= Chan Canasta =

Polish magician

Chan Canasta (born Chananel Mifelew, 9 January 1920 - 22 April 1999) was a British magician. He was a pioneer of mental magic in the 1950s and 1960s, becoming the first TV celebrity magician in the 1950s, and then in later life he turned to painting. Born in Kraków, Poland, he was the son of a Polish-Jewish educator.

==Personal life==
Chan Canasta was born as Chananel Mifelew to a Jewish family in Poland in 1920. Mifelew's father was an emigré from Russia. Mifelew began studying philosophy and natural sciences at Krakow University in 1937 at age 17 before emigrating to Mandatory Palestine a year later, where he studied psychology at the Hebrew University of Jerusalem. His studies were interrupted by the outbreak of World War II, and he enlisted in the Royal Air Force in 1940. He participated in Allied campaigns in North Africa, Greece and Italy. After being discharged from the RAF, he began to study the occult, extra-sensory perception, and magic tricks. He emigrated to the United Kingdom in 1947 and eventually became a British citizen.

He was twice married and died in London at the age of 79.

==Magic career==
===Stage career===
Canasta started his career as a card magician who took his stage surname from the popular card game of canasta. He became a well-known stage magician performing feats of memory and book tests during the late 1940s. Over the course of his career, Canasta performed at the London Palladium, the Desert Inn in Las Vegas, and at the Playboy Club circuit.

Canasta didn't refer to himself as a magician or a mentalist; he often used his own term "psycho-magician" but was most commonly billed as "A Remarkable Man".

===Television===
In 1951 Canasta recorded his first television show for the BBC - a sparse affair with only a few props that concentrated on mental effects. He became TV's first celebrity magician in the 1950s and broadcast his last show in March 1960. Throughout his career, he made more than 350 television appearances, including on the Ed Sullivan, Arlene Francis and Jack Paar shows.

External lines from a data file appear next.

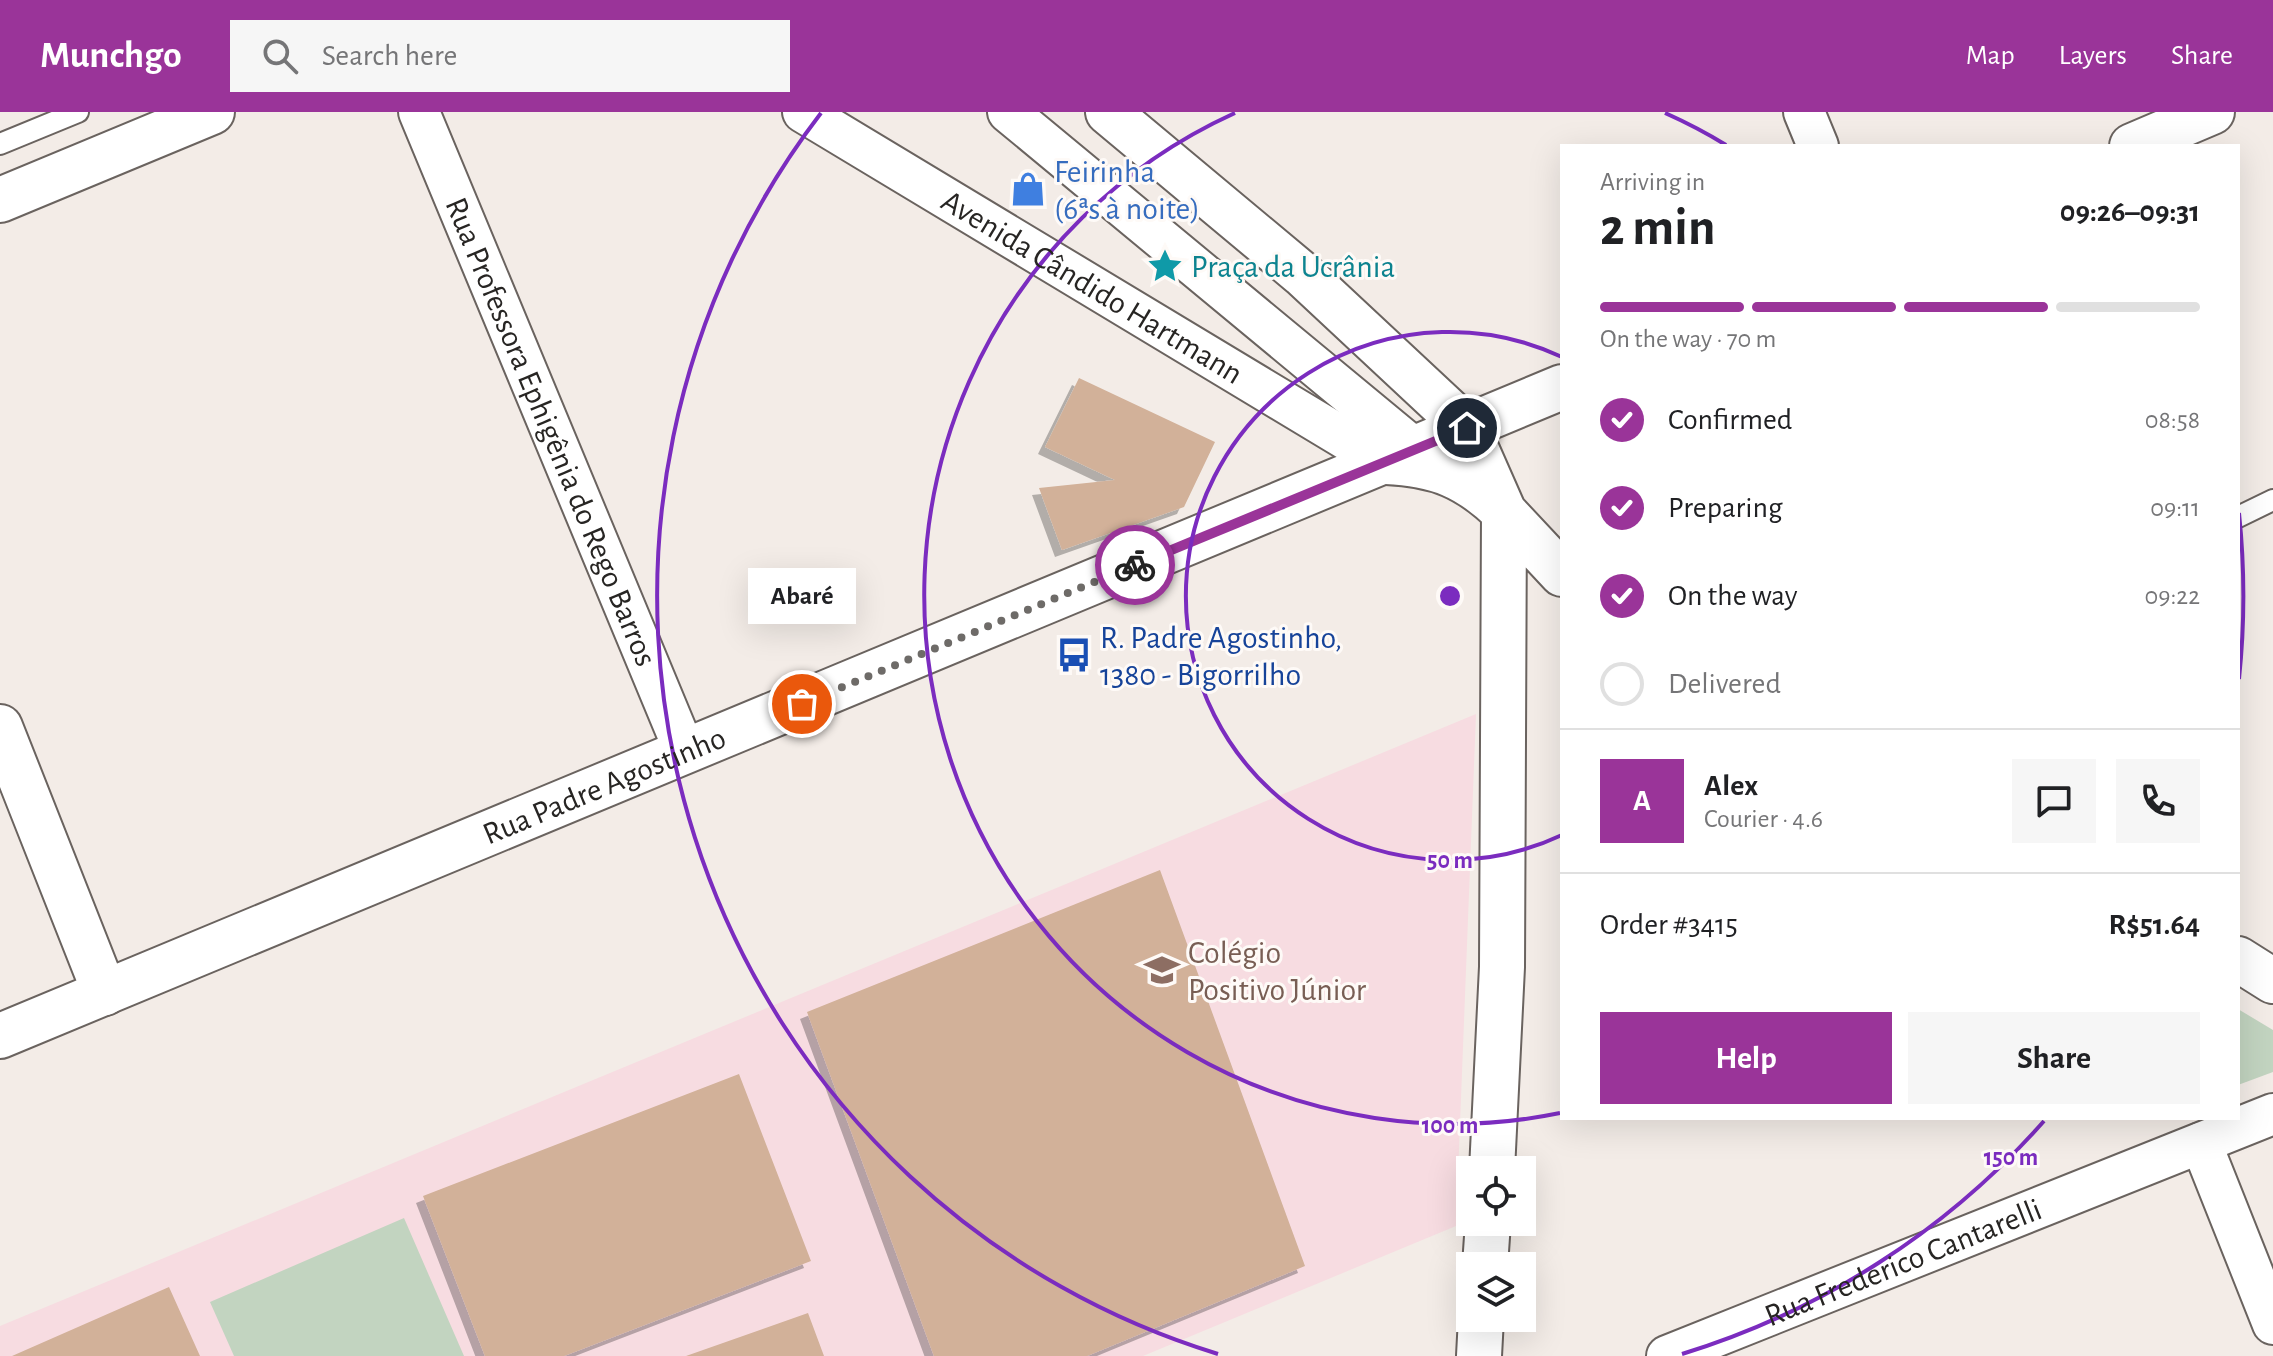 <!DOCTYPE html>
<html lang="en">
<head>
<meta charset="utf-8">
<style>
	body { margin:0; font-family:"Alegreya Sans",sans-serif; background:#f6f6f6; color:#202124; height:100vh; display:flex; flex-direction:column; font-size:30px; white-space:nowrap }
	* { box-sizing:border-box; margin:0 }
	p { font-size:26px; color:#757577 }
	.icon { flex:none; width:44px; height:44px; fill:none; stroke:currentColor; stroke-width:2; stroke-linecap:round; stroke-linejoin:round }
	.map { position:relative; flex:1; overflow:hidden }
	.side { position:absolute; left:1560px; top:32px; width:680px; height:976px; display:flex; flex-direction:column; background:#fff; border-radius:0px; box-shadow:0 8px 32px #0002 }
	.side>* { flex:none }
	.fabs { position:absolute; left:1456px; top:1044px; display:grid; gap:16px }
	.fabs a { display:grid; place-items:center; width:80px; height:80px; border-radius:0px; background:#fff; box-shadow:0 8px 32px #0002; font-size:40px }
	.pin { position:absolute; display:grid; place-items:center; width:68px; height:68px; color:#fff; margin:-34px; border:4px solid #fff; border-radius:50%; box-shadow:0 2px 8px #0007 }
	.courier { position:absolute; display:grid; place-items:center; width:80px; height:80px; margin:-40px; border:6px solid #9a3499; border-radius:50%; background:#fff; color:#222; box-shadow:0 2px 10px #0007 }
	.bubble { position:absolute; height:56px; border-radius:0px; background:#fff; box-shadow:0 8px 32px #0002; font-size:26px; font-weight:700; line-height:56px; text-align:center }
	.summary em { font-style:normal; font-weight:700 }
	.summary div { display:flex; flex-direction:column-reverse }
	.summary { display:flex; align-items:center; justify-content:space-between; height:136px; padding:0 40px }
	h1 { font-size:52px; font-weight:700; line-height:60px }
	.bar { display:grid; grid-template-columns:repeat(4,1fr); gap:12px 8px; align-content:center; height:96px; padding:0 40px }
	.bar i { height:10px; border-radius:6px; background:#e0e0e0 }
	.bar .current { background:#9a3499 }
	.bar p { grid-column:span 4 }
	.line { display:flex; align-items:center; gap:20px; padding:0 40px; border-top:2px solid #e0e0e0 }
	.line div { flex:1 }
	.round { display:grid; place-items:center; flex:none; width:84px; height:84px; border-radius:0px; background:#f6f6f6 }
	ol { padding:0 40px; list-style:none }
	li { display:flex; align-items:center; gap:24px; height:88px }
	li p { margin-inline-start:auto }
	li .icon { padding:8px; border-radius:50%; background:#9a3499; color:#fff; stroke-width:4 }
	li:last-child { color:#757577 }
	li i { width:44px; height:44px; border:4px solid #e0e0e0; border-radius:50% }
	.button { display:flex; gap:16px; margin-top:auto; padding:16px 40px }
	.button a { flex:1; height:92px; border-radius:0px; background:#9a3499; color:#fff; font-size:32px; font-weight:700; line-height:92px; text-align:center }
	.button a+a { background:#f6f6f6; color:#202124 }
	header { display:flex; align-items:center; gap:48px; box-sizing:border-box; height:112px; padding:0 40px; background:#9a3499; color:#fff }
	header strong { font-size:38px }
	nav { display:flex; gap:44px; margin-inline-start:auto; font-size:28px }
	.search { width:560px; height:72px; background:#f6f6f6; display:flex; align-items:center; gap:20px; box-sizing:border-box; padding:0 28px; border-radius:0px; color:#757577; font-size:30px }
	.map>svg:first-child { display:block }
	.education { fill:#f7dce1 }
	.green { fill:#c2d4c0 }
	.building { fill:#d2b199; filter:url(#shadow) }
	.lines { fill:none; stroke-linecap:round; stroke-linejoin:round }
	.lane-casing { stroke:#6a635f; stroke-width:24 }
	.street-casing { stroke:#6a635f; stroke-width:44 }
	.secondary-casing { stroke:#6a635f; stroke-width:48 }
	.primary-casing { stroke:#6a635f; stroke-width:48 }
	.lane { stroke:#fff; stroke-width:20 }
	.street { stroke:#fff; stroke-width:40 }
	.secondary { stroke:#fff; stroke-width:44 }
	.primary { stroke:#fff; stroke-width:44 }
	.done { stroke:#6e6b68; stroke-width:8; stroke-dasharray:0 14.4 }
	.route { stroke:#9a3499; stroke-width:10 }
	.ring { fill:none; stroke:#7b2cbf; stroke-width:4 }
	.labels { text-anchor:middle; stroke-width:6; stroke-linejoin:round; paint-order:stroke }
	.shop-label { font-size:32px; fill:#366cbe; stroke:#fefaf7; text-anchor:start }
	.culture-label { font-size:32px; fill:#0d838f; stroke:#fefaf7; text-anchor:start }
	.street-label { font-size:32px; fill:#272523; stroke:#fefaf7 }
	.transit-label { font-size:32px; fill:#164399; stroke:#fefaf7; text-anchor:start }
	.education-label { font-size:32px; fill:#785e54; stroke:#fefaf7; text-anchor:start }
	.centre { fill:#7b2cbf; stroke:#fefaf7; stroke-width:4 }
	.ring-label { font-size:24px; text-anchor:middle; font-weight:bold; fill:#7b2cbf; stroke:#fefaf7; stroke-width:6; stroke-linejoin:round; paint-order:stroke }
</style>
</head>
<body>
<header>
<strong>Munchgo</strong>
<div class="search"><svg class="icon" aria-label="search" viewBox="0 0 24 24"><circle cx="10" cy="10" r="6"/><path d="M15 15l6 6"/></svg>Search here</div>
<nav><a>Map</a><a>Layers</a><a>Share</a></nav>
</header>
<div class="map">
<svg width="2273" height="1244" viewBox="0 0 2273 1244">
	<defs>
		<filter id="shadow"><feDropShadow dx="-7" dy="7" stdDeviation="0" flood-color="#0004"/></filter>
	</defs>
	<rect width="100%" height="100%" fill="#f3ece7"/>
	<path class="education" d="M1476 602 1456 1114 1143 1244H0V1214Z"/>
	<path class="green" d="M2238 897 2273 918V960L2238 973Z
		M404 1106 464 1244H234L210 1190Z"/>
	<path class="building" d="M1079 266 1215 330 1184 395 1062 438 1039 376 1115 368 1045 335Z
		M1160 758 1305 1154 1087 1244H934L807 900Z
		M739 962 811 1149 564 1244H485L423 1084Z
		M169 1175 200 1244H12Z
		M808 1201 824 1244H686Z"/>
	<g class="lines">
		<g class="lane-casing">
			<path id="lane" d="M0 32 78 0
				M2238 405 2273 388"/>
		</g>
		<g class="street-casing">
			<g id="street">
				<path id="s1" d="M419 0 685 640"/>
				<path id="s2" d="M803 0 1384 350"/>
				<path d="M1008 0 1415 337"/>
				<path d="M1804 0 1818 34"/>
				<path d="M2201 1031 2273 1212"/>
				<path id="s3" d="M1667 1244 2273 1002"/>
			</g>
		</g>
		<g class="secondary-casing">
			<path id="secondary" d="M1108 0 1302 162 1467 316 1504 400 1502 855 1492 1058
				M0 88 212 0
				M1504 400 1562 462
				M0 615 105 881
				M2238 847 2273 869
				M1485 1154 1488 1110
				M1479 1244 1481 1206"/>
		</g>
		<g class="primary-casing">
			<g id="primary">
				<path d="M2132 34 2212 0"/>
				<path d="M1386 350C1437 352 1468 365 1504 400"/>
				<path id="s4" d="M0 924 1562 275"/>
			</g>
		</g>
		<use href="#lane" class="lane"/>
		<use href="#street" class="street"/>
		<use href="#secondary" class="secondary"/>
		<use href="#primary" class="primary"/>
	</g>
	<g class="lines">
		<path class="done" d="M802 592 1135 453"/>
		<path class="route" d="M1135 453 1467 316"/>
	</g>
	<g class="ring">
		<path d="M1562 723A264 264 0 1 1 1562 245"/>
		<path d="M1560 1001A529 529 0 0 1 1235 1M1665 1A529 529 0 0 1 1726 33"/>
		<path d="M2044 1009A793 793 0 0 1 1682 1242M1218 1242A793 793 0 0 1 821 1M2239 401A793 793 0 0 1 2239 567"/>
	</g>
	<defs>
		<g id="shop-bare" transform="scale(2.76)"><path d="M-5-2.5h2.3a2.7 3.5 0 0 1 5.4 0H5L5.5 6h-11ZM-1.5-2.5h3a1.5 2.3 0 0 0-3 0Z" fill="#3f7fe0" stroke="#fefaf7" stroke-width="2.5" paint-order="stroke"/></g>
		<g id="sight-bare" transform="scale(2.76)"><path d="M0-6L1.8-2.2L6-1.7L2.9 1.2L3.7 5.4L0 3.3L-3.7 5.4L-2.9 1.2L-6-1.7L-1.8-2.2Z" fill="#0f9aa8" stroke="#fefaf7" stroke-width="2.5" paint-order="stroke"/></g>
		<g id="bus-bare" transform="scale(2.76)"><path d="M-5-6H5V4H4V6H2V4H-2V6H-4V4H-5ZM-3.5-4V0h7V-4ZM-3.5 1.2v1.5H-2V1.2ZM2 1.2v1.5H3.5V1.2Z" fill="#1a4fb4" stroke="#fefaf7" stroke-width="2.5" paint-order="stroke"/></g>
		<g id="school-bare" transform="scale(2.76)"><path d="M0-5L7-2L0 1L-7-2ZM-4 1L0 2.5L4 1V4Q0 6-4 4Z" fill="#8d6e63" stroke="#fefaf7" stroke-width="2.5" paint-order="stroke"/></g>
	</defs>
	<g fill-rule="evenodd">
		<use href="#shop-bare" x="1028" y="77"/>
		<use href="#sight-bare" x="1165" y="154"/>
		<use href="#bus-bare" x="1074" y="543"/>
		<use href="#school-bare" x="1162" y="858"/>
	</g>
	<g class="labels">
		<g class="shop-label">
			<text x="1054" y="70">Feirinha<tspan x="1054" dy="37">(6ªs à noite)</tspan></text>
		</g>
		<g class="culture-label">
			<text x="1191" y="165">Praça da Ucrânia</text>
		</g>
		<g class="street-label">
			<text dy="11" stroke="none"><textPath href="#s2" startOffset="338">Avenida Cândido Hartmann</textPath></text>
			<text dy="11" stroke="none"><textPath href="#s1" startOffset="346">Rua Professora Ephigênia do Rego Barros</textPath></text>
			<text dy="11" stroke="none"><textPath href="#s4" startOffset="654">Rua Padre Agostinho</textPath></text>
			<text dy="11" stroke="none"><textPath href="#s3" startOffset="254">Rua Frederico Cantarelli</textPath></text>
		</g>
		<g class="transit-label">
			<text x="1100" y="536">R. Padre Agostinho,<tspan x="1100" dy="37">1380 - Bigorrilho</tspan></text>
		</g>
		<g class="education-label">
			<text x="1188" y="851">Colégio<tspan x="1188" dy="37">Positivo Júnior</tspan></text>
		</g>
	</g>
	<circle cx="1450" cy="484" r="12" class="centre"/>
	<g class="ring-label">
		<text x="1450" y="756">50 m</text>
		<text x="1450" y="1021">100 m</text>
		<text x="2011" y="1053">150 m</text>
	</g>
</svg>
<div class="fabs">
<a><svg class="icon" aria-label="locate" viewBox="0 0 24 24"><circle cx="12" cy="12" r="6"/><path d="M12 2v4M12 18v4M2 12h4M18 12h4"/></svg></a>
<a><svg class="icon" aria-label="layers" viewBox="0 0 24 24"><path d="M12 4l9 5-9 5-9-5zM3 14l9 5 9-5"/></svg></a>
</div>
<div class="pin" style="left:802px;top:592px;background:#ea580c"><svg class="icon" aria-label="bag" viewBox="0 0 24 24"><path d="M5 8h14l-1 12H6zM9 8a3 3 0 0 1 6 0"/></svg></div>
<div class="pin" style="left:1467px;top:316px;background:#1f2937"><svg class="icon" aria-label="home" viewBox="0 0 24 24"><path d="M3 11l9-7 9 7M6 9v11h12V9"/></svg></div>
<div class="courier" style="left:1135px;top:453px"><svg class="icon" aria-label="bike" viewBox="0 0 24 24"><circle cx="6" cy="16" r="4"/><circle cx="18" cy="16" r="4"/><path d="M6 16l4-8h5l3 8M10 8l3 8H6M13 5h3"/></svg></div>
<div class="bubble" style="left:748px;top:456px;width:108px">Abaré</div>
<section class="side">
<div class="summary"><div><h1>2 min</h1><p>Arriving in</p></div><em>09:26–09:31</em></div>
<div class="bar"><i class="current"></i><i class="current"></i><i class="current"></i><i></i><p>On the way · 70 m</p></div>
<ol>
<li><svg class="icon" aria-label="check" viewBox="0 0 24 24"><path d="M5 12l5 5 9-10"/></svg>Confirmed<p>08:58</p></li>
<li><svg class="icon" aria-label="check" viewBox="0 0 24 24"><path d="M5 12l5 5 9-10"/></svg>Preparing<p>09:11</p></li>
<li><svg class="icon" aria-label="check" viewBox="0 0 24 24"><path d="M5 12l5 5 9-10"/></svg>On the way<p>09:22</p></li>
<li><i></i>Delivered</li>
</ol>
<div class="line" style="height:144px"><b class="round" style="background:#9a3499;color:#fff">A</b><div><b>Alex</b><p>Courier · 4.6</p></div><a class="round"><svg class="icon" aria-label="chat" viewBox="0 0 24 24"><path d="M4 5h16v11H9l-5 4z"/></svg></a><a class="round"><svg class="icon" aria-label="phone" viewBox="0 0 24 24"><path d="M5 4h4l2 5-3 2q2 4 5 5l2-3 5 2v4C11 20 4 13 5 4z"/></svg></a></div>
<div class="line" style="height:104px"><div>Order #3415</div><b>R$51.64</b></div>
<div class="button"><a>Help</a><a>Share</a></div>
</section>
</div>
</body>
</html>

His final BBC TV appearance was in 1971, on Parkinson, for he had left television performing behind several years earlier, although he did reappear on Israeli TV on 11 November 1983.

===Technique===
Canasta called his effects "experiments" rather than tricks. He performed experiments in thought using two packs of playing cards. He would ask a spectator to think of a card then another to pick the unstated thought-of-card from a different pack; or he would place cards onto a table and ask a spectator to pick up one card that another spectator was only thinking of. The effects were risky, and he would often fail on live television. Contemporary magicians decried Canasta's approach but this element of "risk-taking" has been a major influence on the current generation of magicians.

Canasta's signature routine was his "Experiment With Books". He would invite a volunteer from the audience to choose a random page, then would predict precisely the number of words comprising three syllables it contained. He was not concerned if he made the odd mistake when performing this trick, believing a few errors along the way simply highlighted the validity of his normally correct answers.

===Legacy===
Among magicians, Canasta is recognised for inventing the principle that eschewed perfection, believing that making an occasional error made his other effects stronger and more entertaining, an approach later followed by comedy magician, Tommy Cooper. British mentalist Derren Brown has cited Canasta as a prime influence, stating, "he was a real inspiration".

==Art career==
Canasta retired from the stage at the height of his fame to pursue a dream to become a painter. In his later years he established a second career as an artist, signing his work not as Canasta, but as Mifelew, managing to command high prices for his illustrations of colourful landscapes. He had successful gallery shows in London and New York City.